(Collected data)
-*-*-

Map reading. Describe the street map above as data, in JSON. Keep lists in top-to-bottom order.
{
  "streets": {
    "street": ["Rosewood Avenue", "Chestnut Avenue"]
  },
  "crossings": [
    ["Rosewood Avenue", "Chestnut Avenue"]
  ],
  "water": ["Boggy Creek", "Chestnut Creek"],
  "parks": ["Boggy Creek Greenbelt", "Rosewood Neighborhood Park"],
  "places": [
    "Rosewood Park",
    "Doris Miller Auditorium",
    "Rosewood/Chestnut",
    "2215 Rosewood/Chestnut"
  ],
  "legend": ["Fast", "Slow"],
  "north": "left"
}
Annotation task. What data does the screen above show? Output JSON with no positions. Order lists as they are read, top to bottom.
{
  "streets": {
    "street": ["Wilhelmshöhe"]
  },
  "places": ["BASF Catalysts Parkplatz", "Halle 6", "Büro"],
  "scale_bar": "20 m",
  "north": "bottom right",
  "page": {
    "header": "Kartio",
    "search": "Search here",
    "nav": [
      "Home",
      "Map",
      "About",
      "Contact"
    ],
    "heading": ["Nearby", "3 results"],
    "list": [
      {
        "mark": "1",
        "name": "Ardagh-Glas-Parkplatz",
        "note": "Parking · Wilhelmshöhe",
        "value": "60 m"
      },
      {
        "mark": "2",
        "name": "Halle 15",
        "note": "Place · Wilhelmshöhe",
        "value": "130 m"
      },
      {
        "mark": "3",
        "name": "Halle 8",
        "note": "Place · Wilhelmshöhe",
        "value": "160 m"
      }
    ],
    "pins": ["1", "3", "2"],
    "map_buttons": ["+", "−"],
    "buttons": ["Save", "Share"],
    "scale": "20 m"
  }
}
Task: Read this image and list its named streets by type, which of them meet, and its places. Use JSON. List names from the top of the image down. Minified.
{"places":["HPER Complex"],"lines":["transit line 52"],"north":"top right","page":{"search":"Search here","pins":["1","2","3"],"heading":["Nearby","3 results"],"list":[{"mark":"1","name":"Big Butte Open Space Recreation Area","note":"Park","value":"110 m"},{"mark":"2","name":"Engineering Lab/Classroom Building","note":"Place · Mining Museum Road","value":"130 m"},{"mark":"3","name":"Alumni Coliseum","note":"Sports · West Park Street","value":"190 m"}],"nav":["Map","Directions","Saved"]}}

-*-*-

# TASK DESCRIPTION
The records above should be repeated word for word.

# WRITTEN SOLUTION
Map reading. Describe the street map above as data, in JSON. Keep lists in top-to-bottom order.
{
  "streets": {
    "street": ["Rosewood Avenue", "Chestnut Avenue"]
  },
  "crossings": [
    ["Rosewood Avenue", "Chestnut Avenue"]
  ],
  "water": ["Boggy Creek", "Chestnut Creek"],
  "parks": ["Boggy Creek Greenbelt", "Rosewood Neighborhood Park"],
  "places": [
    "Rosewood Park",
    "Doris Miller Auditorium",
    "Rosewood/Chestnut",
    "2215 Rosewood/Chestnut"
  ],
  "legend": ["Fast", "Slow"],
  "north": "left"
}
Annotation task. What data does the screen above show? Output JSON with no positions. Order lists as they are read, top to bottom.
{
  "streets": {
    "street": ["Wilhelmshöhe"]
  },
  "places": ["BASF Catalysts Parkplatz", "Halle 6", "Büro"],
  "scale_bar": "20 m",
  "north": "bottom right",
  "page": {
    "header": "Kartio",
    "search": "Search here",
    "nav": [
      "Home",
      "Map",
      "About",
      "Contact"
    ],
    "heading": ["Nearby", "3 results"],
    "list": [
      {
        "mark": "1",
        "name": "Ardagh-Glas-Parkplatz",
        "note": "Parking · Wilhelmshöhe",
        "value": "60 m"
      },
      {
        "mark": "2",
        "name": "Halle 15",
        "note": "Place · Wilhelmshöhe",
        "value": "130 m"
      },
      {
        "mark": "3",
        "name": "Halle 8",
        "note": "Place · Wilhelmshöhe",
        "value": "160 m"
      }
    ],
    "pins": ["1", "3", "2"],
    "map_buttons": ["+", "−"],
    "buttons": ["Save", "Share"],
    "scale": "20 m"
  }
}
Task: Read this image and list its named streets by type, which of them meet, and its places. Use JSON. List names from the top of the image down. Minified.
{"places":["HPER Complex"],"lines":["transit line 52"],"north":"top right","page":{"search":"Search here","pins":["1","2","3"],"heading":["Nearby","3 results"],"list":[{"mark":"1","name":"Big Butte Open Space Recreation Area","note":"Park","value":"110 m"},{"mark":"2","name":"Engineering Lab/Classroom Building","note":"Place · Mining Museum Road","value":"130 m"},{"mark":"3","name":"Alumni Coliseum","note":"Sports · West Park Street","value":"190 m"}],"nav":["Map","Directions","Saved"]}}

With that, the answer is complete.